(Input begins)

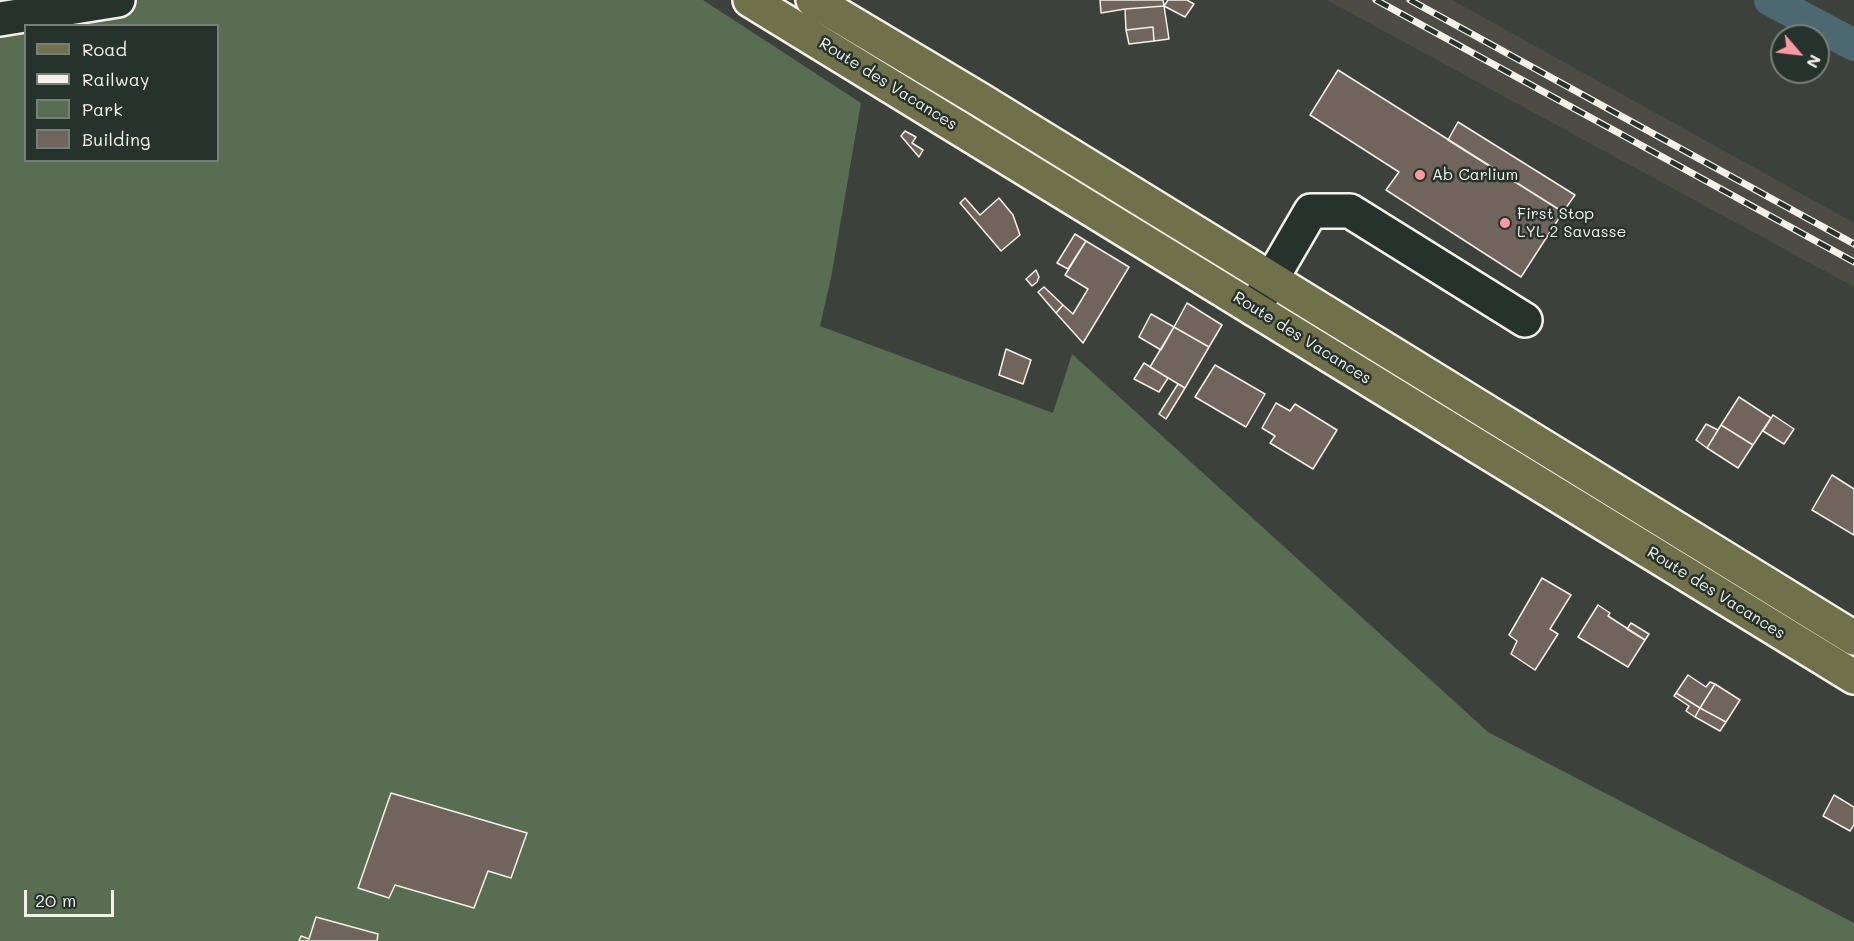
<!DOCTYPE html>
<html>
<head>
<meta charset="utf-8">
<style>
  body { margin:0 }
  #map { position:relative; width:1854px; height:941px; overflow:hidden; background:#3c423b; font-family:Mali,sans-serif }
  canvas { display:block }
  .legend { position:absolute; left:24px; top:24px; width:195px; height:138px; box-sizing:border-box; background:#26332d; border:2px solid #787f78; margin:0; padding:8px 10px; list-style:none; font-size:18px; color:#f4f1e8 }
  .legend li { display:flex; align-items:center; gap:12px; height:30px }
  .legend b { width:30px; border:2px solid #787f78 }
  .north { position:absolute; left:1770px; top:24px; width:60px; height:60px; box-sizing:border-box; background:#26332d; border:2px solid #787f78; border-radius:50%; rotate:118deg; font-size:16px; font-weight:700; line-height:24px; text-align:center; color:#f4f1e8 }
  .north::after { content:''; display:block; margin:auto; width:21px; height:27px; background:#ff9aa2; clip-path:polygon(50% 0,100% 100%,50% 72%,0 100%) }
  .scale { position:absolute; left:24px; top:890px; width:90px; height:27px; box-sizing:border-box; border:3px solid #f4f1e8; border-top:0; padding-left:8px; font-size:18px; line-height:21px; white-space:nowrap; color:#f4f1e8; -webkit-text-stroke:4px #26332d; paint-order:stroke }
</style>
</head>
<body>
<div id="map">
<canvas width="1854" height="941"></canvas>
<ul class="legend">
<li><b style="height:8px;background:#70704a"></b>Road</li>
<li><b style="height:8px;background:#f4f1e8"></b>Railway</li>
<li><b style="height:16px;background:#586d51"></b>Park</li>
<li><b style="height:16px;background:#70645d"></b>Building</li>
</ul>
<div class="north">N</div>
<div class="scale">20 m</div>
</div>
<script>
const c = document.querySelector('canvas').getContext('2d');
c.lineJoin = 'round';
function fillPath(path, color) { c.fillStyle = color; c.fill(path, 'evenodd'); }
const poly = rows => new Path2D(rows.map(r => 'M' + r).join(''));
function trace(path, color, width, dash) { c.strokeStyle = color; c.lineWidth = width; c.lineCap = dash ? 'butt' : 'round'; c.setLineDash(dash || []); c.stroke(path); }
function label(font, color, halo, rows, align = 'center') {
  c.font = font + ' Mali,sans-serif'; c.lineWidth = 5; c.setLineDash([]); c.textBaseline = 'middle'; c.strokeStyle = halo; c.fillStyle = color; for (const [text, x, y, turn = 0] of rows) {
    c.save(); c.translate(x, y); c.rotate((+turn || 0) * Math.PI / 180); c.textAlign = isNaN(turn) ? turn : align; if (halo) c.strokeText(text, 0, 0); c.fillText(text, 0, 0); c.restore();
  }
}
const built = poly([
  [1327,0,1452,0,1854,223,1854,287]
]);
const green = poly([
  [0,0,703,0,861,103,831,278,820,326,1053,413,1072,354,1488,732,1854,923,1854,941,0,941],
  [26,26,218,26,218,160,26,160]
]);
const canal = poly([
  [1770,0,1854,45]
]);
const building = poly([
  [1100,0,1163,0,1164,6,1125,9,1101,13,1100,0],
  [1168,0,1187,0,1194,4,1185,17,1164,6,1168,0],
  [1164,6,1169,39,1154,41,1153,27,1126,30,1125,9,1164,6],
  [1153,27,1154,41,1129,44,1126,30,1153,27],
  [1338,70,1563,212,1521,277,1386,190,1399,172,1310,115,1338,70],
  [1458,122,1575,195,1563,212,1448,140,1458,122],
  [905,131,916,137,912,143,923,150,919,157,901,136,905,131],
  [965,198,980,215,999,198,1013,215,1020,235,1001,251,960,203,965,198],
  [1075,234,1086,241,1068,269,1057,263,1075,234],
  [1086,241,1129,267,1083,343,1056,313,1063,305,1073,314,1088,289,1065,275,1086,241],
  [1036,270,1039,277,1037,282,1032,286,1026,279,1036,270],
  [1044,287,1063,305,1056,313,1038,292,1044,287],
  [1187,303,1222,325,1209,347,1174,327,1187,303],
  [1151,314,1174,327,1161,350,1139,337,1151,314],
  [1174,327,1209,347,1185,388,1150,367,1174,327],
  [1006,349,1031,360,1023,384,999,375,1006,349],
  [1144,363,1168,378,1159,392,1134,379,1144,363],
  [1215,365,1265,394,1246,427,1195,397,1215,365],
  [1178,384,1185,388,1166,419,1159,414,1178,384],
  [1739,397,1771,418,1753,445,1721,425,1739,397],
  [1276,403,1290,411,1295,404,1337,430,1313,469,1270,443,1275,436,1262,428,1276,403],
  [1773,415,1794,429,1784,444,1763,431,1773,415],
  [1706,424,1718,430,1707,448,1696,440,1706,424],
  [1721,425,1753,445,1738,468,1707,448,1721,425],
  [1832,475,1854,489,1854,535,1812,510,1832,475],
  [1542,578,1571,595,1550,629,1558,634,1535,670,1511,654,1517,641,1509,635,1542,578],
  [1598,605,1610,613,1608,616,1645,640,1628,667,1578,637,1598,605],
  [1631,623,1649,634,1645,640,1627,629,1631,623],
  [1688,675,1706,687,1710,682,1715,684,1700,708,1676,693,1688,675],
  [1715,684,1740,700,1726,722,1700,708,1715,684],
  [1676,693,1700,708,1695,717,1686,711,1689,706,1674,696,1676,693],
  [1700,708,1726,722,1720,731,1695,717,1700,708],
  [391,793,527,833,511,878,488,871,474,908,395,885,389,898,358,888,391,793],
  [1834,795,1854,807,1854,825,1850,831,1823,816,1834,795],
  [316,917,378,934,377,941,299,941,301,936,309,939,316,917]
]);
const minor = poly([
  [0,19,118,0],
  [1254,309,1311,211,1350,211,1525,320]
]);
const major = poly([
  [750,0,1854,677],
  [813,0,982,101,1854,638]
]);
const rail = poly([
  [1376,0,1854,262],
  [1410,0,1854,244]
]);
const markers = [
  [1420,175,6,"#ff9aa2"],
  [1505,223,6,"#ff9aa2"]
];
const streetNames = [
  ["Route des Vacances",888,84,32],
  ["Route des Vacances",1302,338,32],
  ["Route des Vacances",1716,593,32]
];
const poiNames = [
  ["Ab Carlium",1432,175],
  ["First Stop",1517,214],
  ["LYL 2 Savasse",1517,232]
];
fillPath(built, '#4c4c45');
fillPath(green, '#586d51');
trace(canal, '#4c6871', 32);
fillPath(building, '#70645d');
trace(building, '#f4f1e8', 1.5);
trace(minor, '#f4f1e8', 38);
trace(major, '#f4f1e8', 38);
trace(minor, '#26332d', 33);
trace(major, '#70704a', 33);
trace(rail, '#f4f1e8', 7);
trace(rail, '#26332d', 4.5, [14]);
for (const [x, y, r, color] of markers) { const dot = new Path2D(); dot.arc(x, y, r, 0, 2 * Math.PI); c.fillStyle = color; c.fill(dot); trace(dot, '#26332d', 2); }
label('16px', '#f4f1e8', '#26332d', streetNames);
label('16px', '#f4f1e8', '#26332d', poiNames, 'left');
</script>
</body>
</html>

(Input ends)

Required work »
Wherever "rows" appears in the listing, report the line it is on.

Problem solution »
const poly = rows => new Path2D(rows.map(r => 'M' + r).join(''));
function label(font, color, halo, rows, align = 'center') {
  c.font = font + ' Mali,sans-serif'; c.lineWidth = 5; c.setLineDash([]); c.textBaseline = 'middle'; c.strokeStyle = halo; c.fillStyle = color; for (const [text, x, y, turn = 0] of rows) {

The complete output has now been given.